Video by Metallica
- Released: December 8, 1998
- Recorded: May 9–10, 1997
- Venue: Fort Worth Convention Center, Fort Worth, Texas
- Genre: Heavy metal; thrash metal;
- Length: 121:35
- Label: Elektra Entertainment
- Director: Wayne Isham
- Producer: Dana Marshall; Joe Plewa;

Metallica video chronology
| Live Shit: Binge & Purge (1993) | Cunning Stunts (1998) | S&M (1999) |

= Cunning Stunts (video) =

Cunning Stunts is a live album by heavy metal band Metallica. It was released in 1998 on DVD and VHS formats, and in Japan released on LaserDisc in 1999.

The live footage was filmed on May 9th & 10th of 1997 at Fort Worth Convention Center (which was known as Tarrant County Convention Center) in Fort Worth, Texas during Metallica's 1996-1997 Poor Touring Me Tour (which was in support of Metallica's sixth album, from 1996, entitled Load)

The DVD features concert footage, band interviews, a documentary, behind the scenes footage, and a photo gallery consisting of approximately 1,000 photos taken by Anton Corbijn, some of which were used in the album sleeves for Reload. Three of the performances feature multiple angles.

During the performance of the song "Enter Sandman", the entire stage is set to appear to collapse and explode, with pyrotechnics and a technician (referred to in the extras as the "Burning Dude") who runs across the stage while on fire, as another technician swings overhead.
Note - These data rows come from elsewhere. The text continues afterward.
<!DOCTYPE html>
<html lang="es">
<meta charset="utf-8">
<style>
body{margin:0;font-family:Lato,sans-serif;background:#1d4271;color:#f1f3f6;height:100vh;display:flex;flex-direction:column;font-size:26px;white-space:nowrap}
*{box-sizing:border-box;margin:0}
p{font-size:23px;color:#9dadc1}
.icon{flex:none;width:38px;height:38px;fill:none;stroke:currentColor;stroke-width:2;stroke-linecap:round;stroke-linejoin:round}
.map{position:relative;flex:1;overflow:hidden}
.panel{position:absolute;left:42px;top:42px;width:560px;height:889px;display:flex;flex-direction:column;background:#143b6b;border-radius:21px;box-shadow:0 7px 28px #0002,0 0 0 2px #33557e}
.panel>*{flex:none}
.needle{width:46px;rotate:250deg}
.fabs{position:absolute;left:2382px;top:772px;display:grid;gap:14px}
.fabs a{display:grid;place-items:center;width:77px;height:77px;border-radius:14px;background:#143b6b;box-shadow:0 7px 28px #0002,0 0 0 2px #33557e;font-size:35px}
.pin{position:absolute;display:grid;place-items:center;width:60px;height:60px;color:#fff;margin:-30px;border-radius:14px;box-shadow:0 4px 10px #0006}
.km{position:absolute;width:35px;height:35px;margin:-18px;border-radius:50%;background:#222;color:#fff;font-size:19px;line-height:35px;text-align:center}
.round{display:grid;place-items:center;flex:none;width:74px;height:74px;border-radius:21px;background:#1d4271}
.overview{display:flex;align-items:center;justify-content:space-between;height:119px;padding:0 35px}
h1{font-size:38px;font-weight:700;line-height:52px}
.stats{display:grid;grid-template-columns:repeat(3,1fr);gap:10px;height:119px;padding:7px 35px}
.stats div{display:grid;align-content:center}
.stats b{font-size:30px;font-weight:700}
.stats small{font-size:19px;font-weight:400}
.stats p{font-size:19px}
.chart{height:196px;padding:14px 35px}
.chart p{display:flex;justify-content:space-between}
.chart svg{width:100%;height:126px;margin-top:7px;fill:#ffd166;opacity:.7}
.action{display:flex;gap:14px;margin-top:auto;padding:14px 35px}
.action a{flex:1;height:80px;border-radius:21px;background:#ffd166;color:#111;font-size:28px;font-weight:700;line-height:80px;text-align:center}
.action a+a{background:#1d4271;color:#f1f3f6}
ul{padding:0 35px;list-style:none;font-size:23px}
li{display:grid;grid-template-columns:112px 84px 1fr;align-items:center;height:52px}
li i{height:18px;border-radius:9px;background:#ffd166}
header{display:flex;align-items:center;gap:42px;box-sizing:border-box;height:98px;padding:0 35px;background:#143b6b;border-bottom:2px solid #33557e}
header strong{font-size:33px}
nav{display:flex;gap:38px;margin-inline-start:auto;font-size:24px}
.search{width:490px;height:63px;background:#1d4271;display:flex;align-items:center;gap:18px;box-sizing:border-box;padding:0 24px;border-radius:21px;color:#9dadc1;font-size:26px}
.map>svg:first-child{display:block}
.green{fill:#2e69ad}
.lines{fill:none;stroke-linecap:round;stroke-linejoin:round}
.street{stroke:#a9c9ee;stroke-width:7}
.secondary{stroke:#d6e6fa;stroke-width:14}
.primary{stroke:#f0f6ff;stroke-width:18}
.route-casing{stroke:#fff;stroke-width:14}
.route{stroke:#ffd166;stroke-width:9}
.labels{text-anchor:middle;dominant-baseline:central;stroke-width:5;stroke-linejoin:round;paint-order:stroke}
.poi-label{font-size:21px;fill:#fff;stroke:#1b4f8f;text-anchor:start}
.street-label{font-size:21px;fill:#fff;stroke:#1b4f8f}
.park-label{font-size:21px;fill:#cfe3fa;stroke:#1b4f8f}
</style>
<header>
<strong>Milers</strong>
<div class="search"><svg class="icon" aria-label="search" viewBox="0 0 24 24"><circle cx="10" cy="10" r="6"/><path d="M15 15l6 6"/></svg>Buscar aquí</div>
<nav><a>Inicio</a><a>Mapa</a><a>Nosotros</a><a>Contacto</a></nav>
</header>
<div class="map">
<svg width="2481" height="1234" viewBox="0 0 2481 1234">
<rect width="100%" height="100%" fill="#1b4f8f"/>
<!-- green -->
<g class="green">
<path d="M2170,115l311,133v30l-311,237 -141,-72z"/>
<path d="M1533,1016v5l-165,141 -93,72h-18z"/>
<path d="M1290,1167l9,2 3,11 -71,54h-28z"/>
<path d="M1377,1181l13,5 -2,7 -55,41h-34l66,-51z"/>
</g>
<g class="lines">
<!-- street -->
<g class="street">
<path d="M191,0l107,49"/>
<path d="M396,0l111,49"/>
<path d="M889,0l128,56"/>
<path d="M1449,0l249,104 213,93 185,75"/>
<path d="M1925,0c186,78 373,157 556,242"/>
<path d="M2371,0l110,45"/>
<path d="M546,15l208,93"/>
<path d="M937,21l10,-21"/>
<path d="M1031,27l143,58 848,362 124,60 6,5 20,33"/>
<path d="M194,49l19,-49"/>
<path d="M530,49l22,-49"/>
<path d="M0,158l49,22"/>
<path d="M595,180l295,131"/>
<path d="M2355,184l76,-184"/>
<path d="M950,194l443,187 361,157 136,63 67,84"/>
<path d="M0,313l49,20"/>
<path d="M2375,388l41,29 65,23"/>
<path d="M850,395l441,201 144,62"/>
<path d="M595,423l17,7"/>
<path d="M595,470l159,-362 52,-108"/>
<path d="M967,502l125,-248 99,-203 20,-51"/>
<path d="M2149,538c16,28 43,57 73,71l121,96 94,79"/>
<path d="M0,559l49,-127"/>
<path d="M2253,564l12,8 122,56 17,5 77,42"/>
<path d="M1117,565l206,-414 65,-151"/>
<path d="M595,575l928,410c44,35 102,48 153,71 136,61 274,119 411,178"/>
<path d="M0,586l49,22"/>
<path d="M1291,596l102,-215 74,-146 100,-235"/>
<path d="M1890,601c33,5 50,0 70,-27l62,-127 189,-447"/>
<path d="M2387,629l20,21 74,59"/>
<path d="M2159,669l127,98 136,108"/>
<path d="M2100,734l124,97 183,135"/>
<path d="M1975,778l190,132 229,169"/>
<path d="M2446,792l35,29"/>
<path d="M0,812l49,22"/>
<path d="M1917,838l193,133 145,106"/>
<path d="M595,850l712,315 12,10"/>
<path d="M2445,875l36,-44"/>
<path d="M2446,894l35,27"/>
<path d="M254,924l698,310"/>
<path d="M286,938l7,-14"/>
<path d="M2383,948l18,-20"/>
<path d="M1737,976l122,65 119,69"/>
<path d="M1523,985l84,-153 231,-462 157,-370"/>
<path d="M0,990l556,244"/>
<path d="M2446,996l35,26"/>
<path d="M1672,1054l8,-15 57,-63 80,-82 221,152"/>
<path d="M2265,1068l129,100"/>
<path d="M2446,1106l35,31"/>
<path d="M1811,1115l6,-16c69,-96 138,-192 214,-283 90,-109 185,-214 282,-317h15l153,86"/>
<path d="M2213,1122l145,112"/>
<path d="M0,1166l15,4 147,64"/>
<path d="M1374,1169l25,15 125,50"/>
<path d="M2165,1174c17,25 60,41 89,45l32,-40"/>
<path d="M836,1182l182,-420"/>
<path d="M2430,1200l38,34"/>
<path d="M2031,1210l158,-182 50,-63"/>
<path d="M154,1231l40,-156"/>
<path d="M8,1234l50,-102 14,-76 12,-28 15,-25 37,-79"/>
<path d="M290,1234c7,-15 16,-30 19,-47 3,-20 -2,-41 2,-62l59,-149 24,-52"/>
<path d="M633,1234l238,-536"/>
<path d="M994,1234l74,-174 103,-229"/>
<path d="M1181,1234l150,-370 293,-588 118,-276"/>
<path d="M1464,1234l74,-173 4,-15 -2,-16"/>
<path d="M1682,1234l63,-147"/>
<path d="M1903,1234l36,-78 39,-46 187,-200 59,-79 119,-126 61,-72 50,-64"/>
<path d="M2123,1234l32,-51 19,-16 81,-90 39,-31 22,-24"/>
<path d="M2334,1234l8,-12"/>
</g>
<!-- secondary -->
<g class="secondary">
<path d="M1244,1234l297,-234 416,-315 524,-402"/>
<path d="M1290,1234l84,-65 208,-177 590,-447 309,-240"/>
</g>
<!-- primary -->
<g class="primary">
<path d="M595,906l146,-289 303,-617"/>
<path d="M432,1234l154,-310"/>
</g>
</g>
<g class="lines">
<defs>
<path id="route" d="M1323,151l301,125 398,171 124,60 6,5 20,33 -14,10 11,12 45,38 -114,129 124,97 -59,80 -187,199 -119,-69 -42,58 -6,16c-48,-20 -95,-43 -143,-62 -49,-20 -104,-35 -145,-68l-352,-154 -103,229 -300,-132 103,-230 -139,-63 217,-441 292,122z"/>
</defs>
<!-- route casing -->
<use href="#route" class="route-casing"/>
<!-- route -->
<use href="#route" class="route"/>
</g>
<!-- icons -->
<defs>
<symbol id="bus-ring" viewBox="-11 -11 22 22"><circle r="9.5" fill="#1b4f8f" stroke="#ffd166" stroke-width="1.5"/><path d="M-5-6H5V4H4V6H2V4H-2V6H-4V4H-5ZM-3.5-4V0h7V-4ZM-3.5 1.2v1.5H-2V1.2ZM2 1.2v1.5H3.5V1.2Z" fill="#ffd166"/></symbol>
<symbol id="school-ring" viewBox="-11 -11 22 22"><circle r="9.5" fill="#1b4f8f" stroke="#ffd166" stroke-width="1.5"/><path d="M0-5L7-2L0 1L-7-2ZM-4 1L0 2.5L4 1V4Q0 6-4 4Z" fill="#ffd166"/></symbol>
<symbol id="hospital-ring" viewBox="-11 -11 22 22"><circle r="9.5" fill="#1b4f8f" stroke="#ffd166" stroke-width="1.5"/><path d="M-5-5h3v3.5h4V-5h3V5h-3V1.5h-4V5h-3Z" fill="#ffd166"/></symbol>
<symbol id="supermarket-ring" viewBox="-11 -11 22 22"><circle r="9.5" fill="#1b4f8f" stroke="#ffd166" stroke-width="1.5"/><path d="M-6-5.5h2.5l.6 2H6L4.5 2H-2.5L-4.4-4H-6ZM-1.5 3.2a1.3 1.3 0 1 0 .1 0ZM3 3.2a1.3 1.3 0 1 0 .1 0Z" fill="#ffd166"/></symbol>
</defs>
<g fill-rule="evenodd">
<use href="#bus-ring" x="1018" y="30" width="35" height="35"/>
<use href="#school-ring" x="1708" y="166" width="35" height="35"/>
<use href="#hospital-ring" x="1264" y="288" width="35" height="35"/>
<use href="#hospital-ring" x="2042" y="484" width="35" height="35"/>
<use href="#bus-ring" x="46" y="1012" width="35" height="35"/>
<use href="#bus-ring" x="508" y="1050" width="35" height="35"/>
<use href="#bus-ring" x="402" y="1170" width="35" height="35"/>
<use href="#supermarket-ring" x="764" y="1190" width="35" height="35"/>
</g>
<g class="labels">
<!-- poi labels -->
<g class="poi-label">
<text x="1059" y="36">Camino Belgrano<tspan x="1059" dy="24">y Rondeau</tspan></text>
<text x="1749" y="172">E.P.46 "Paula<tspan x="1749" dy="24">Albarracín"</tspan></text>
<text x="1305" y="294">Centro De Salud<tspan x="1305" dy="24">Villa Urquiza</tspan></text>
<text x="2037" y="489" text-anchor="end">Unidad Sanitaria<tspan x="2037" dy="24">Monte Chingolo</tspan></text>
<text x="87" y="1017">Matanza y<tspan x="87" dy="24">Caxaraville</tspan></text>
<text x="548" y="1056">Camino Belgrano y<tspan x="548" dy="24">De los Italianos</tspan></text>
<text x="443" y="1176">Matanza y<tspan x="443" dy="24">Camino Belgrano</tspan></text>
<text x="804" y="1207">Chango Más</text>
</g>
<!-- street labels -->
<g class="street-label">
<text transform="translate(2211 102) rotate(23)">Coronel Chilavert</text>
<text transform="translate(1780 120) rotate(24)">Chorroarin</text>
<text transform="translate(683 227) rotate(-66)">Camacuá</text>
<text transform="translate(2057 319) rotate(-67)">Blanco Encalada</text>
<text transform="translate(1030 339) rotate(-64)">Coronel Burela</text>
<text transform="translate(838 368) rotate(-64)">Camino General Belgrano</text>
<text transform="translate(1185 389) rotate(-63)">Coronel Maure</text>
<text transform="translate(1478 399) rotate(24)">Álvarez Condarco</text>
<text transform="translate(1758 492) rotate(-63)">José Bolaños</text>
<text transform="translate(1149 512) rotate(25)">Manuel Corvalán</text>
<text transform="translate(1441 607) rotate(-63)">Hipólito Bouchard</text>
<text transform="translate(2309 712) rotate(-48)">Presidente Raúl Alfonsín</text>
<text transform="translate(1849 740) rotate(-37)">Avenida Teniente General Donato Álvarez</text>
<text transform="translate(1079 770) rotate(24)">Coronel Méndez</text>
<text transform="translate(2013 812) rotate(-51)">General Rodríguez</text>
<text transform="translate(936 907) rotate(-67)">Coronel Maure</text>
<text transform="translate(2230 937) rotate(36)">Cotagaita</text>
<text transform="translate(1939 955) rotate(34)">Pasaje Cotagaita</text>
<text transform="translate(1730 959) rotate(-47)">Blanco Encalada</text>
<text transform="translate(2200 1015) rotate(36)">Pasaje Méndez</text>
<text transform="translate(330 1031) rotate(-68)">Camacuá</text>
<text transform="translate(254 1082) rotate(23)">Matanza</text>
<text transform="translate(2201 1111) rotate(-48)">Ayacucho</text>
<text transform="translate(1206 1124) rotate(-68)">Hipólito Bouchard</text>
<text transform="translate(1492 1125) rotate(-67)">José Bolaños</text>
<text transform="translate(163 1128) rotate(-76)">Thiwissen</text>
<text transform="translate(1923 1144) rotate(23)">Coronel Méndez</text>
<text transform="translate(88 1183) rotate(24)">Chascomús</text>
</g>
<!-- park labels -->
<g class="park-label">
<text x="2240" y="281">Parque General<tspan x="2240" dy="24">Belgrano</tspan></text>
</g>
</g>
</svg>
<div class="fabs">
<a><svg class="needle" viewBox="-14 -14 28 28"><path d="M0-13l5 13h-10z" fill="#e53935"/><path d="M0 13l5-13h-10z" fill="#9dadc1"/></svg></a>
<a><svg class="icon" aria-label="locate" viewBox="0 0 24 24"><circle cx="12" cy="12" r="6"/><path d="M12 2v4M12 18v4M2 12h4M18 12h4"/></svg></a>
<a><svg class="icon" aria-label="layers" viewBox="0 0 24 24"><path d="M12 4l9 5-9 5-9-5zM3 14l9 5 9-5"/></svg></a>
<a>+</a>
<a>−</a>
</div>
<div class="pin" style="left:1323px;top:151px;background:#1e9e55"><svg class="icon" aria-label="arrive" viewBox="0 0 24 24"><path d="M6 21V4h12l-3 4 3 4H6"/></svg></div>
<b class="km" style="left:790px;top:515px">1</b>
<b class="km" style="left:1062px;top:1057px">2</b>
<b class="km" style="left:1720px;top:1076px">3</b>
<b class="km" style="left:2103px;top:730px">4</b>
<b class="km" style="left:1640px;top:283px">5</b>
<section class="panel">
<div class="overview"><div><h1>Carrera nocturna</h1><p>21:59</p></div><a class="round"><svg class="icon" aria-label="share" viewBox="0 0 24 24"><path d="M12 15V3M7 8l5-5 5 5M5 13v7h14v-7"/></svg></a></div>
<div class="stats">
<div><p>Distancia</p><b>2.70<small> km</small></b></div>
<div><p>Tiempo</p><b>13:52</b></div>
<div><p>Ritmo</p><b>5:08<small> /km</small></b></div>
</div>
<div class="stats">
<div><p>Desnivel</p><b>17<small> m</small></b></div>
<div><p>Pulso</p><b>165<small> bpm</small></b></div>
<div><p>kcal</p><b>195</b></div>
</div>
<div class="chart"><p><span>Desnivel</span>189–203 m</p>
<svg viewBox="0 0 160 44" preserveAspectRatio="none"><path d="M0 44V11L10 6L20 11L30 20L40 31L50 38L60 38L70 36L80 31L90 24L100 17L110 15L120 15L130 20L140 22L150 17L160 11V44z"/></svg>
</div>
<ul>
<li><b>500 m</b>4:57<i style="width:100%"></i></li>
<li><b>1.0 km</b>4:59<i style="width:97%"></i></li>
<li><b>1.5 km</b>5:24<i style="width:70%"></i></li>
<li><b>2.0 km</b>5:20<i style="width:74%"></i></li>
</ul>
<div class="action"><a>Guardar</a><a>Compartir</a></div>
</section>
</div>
This is also one of the few Metallica concerts that did not feature "The Ecstasy of Gold" as an intro.

The title is a spoonerism of the words stunning cunts. The band Caravan had already used this title for their 1975 album. The Cows used this title for their 1992 release.

Professional ratings
Review scores
| Source | Rating |
| Allmusic | Star Half star |

== Track listing ==

=== Disc 1 ===

| No. | Title | Length |
|---|---|---|
| 1. | "Bad Seed Jam"/"So What?" | 5:34 |
| 2. | "Creeping Death" | 6:49 |
| 3. | "Sad but True" | 6:31 |
| 4. | "Ain't My Bitch" (Multiple Angles) | 6:27 |
| 5. | "Hero of the Day" | 4:18 |
| 6. | "King Nothing" | 5:29 |
| 7. | "One" | 7:23 |
| 8. | "Fuel" (Demo Version) | 5:50 |
| 9. | "Bass/Guitar Doodle" (Medley of "My Friend of Misery", and "Welcome Home (Sanitarium)") | 3:55 |
| 10. | "Nothing Else Matters" | 6:05 |
| 11. | "Until It Sleeps" | 4:17 |
| 12. | "For Whom the Bell Tolls" (Multiple Angles) | 5:51 |
| 13. | "Wherever I May Roam" (Multiple Angles) | 7:14 |
| 14. | "Fade to Black" | 8:29 |
| 15. | "Kill/Ride Medley 1: Ride the Lightning; 2: No Remorse; 3: Hit the Lights; 4: The Four Horsemen; 5: Seek & Destroy; 6: Fight Fire with Fire"; | 16:10 |
| Total length: |  | 1:40:12 |

=== Disc 2 ===

| No. | Title | Length |
|---|---|---|
| 1. | "Leper Messiah Jam"/"Last Caress" | 5:28 |
| 2. | "Master of Puppets" (short version) | 3:43 |
| 3. | "Enter Sandman" | 7:36 |
| 4. | "Cure Jam"/"Am I Evil?" (short version) | 7:04 |
| 5. | "Motorbreath" | 3:16 |
| Total length: |  | 27:07 |

== Personnel ==
Metallica
- James Hetfield – vocals, rhythm guitar
- Lars Ulrich – drums
- Kirk Hammett – lead guitar, backing vocals
- Jason Newsted – bass, backing vocals

Production
- Andie Airfix – artwork, design
- Anton Corbijn – photography
- Wayne Isham – director

==Certifications==

| Region | Certification | Certified units/sales |
| Poland (ZPAV) | Gold | 5,000^{*} |
| United Kingdom (BPI) | 2× Platinum | 100,000^{^} |
^{*} Sales figures based on certification alone. ^{^} Shipments figures based on certification alone.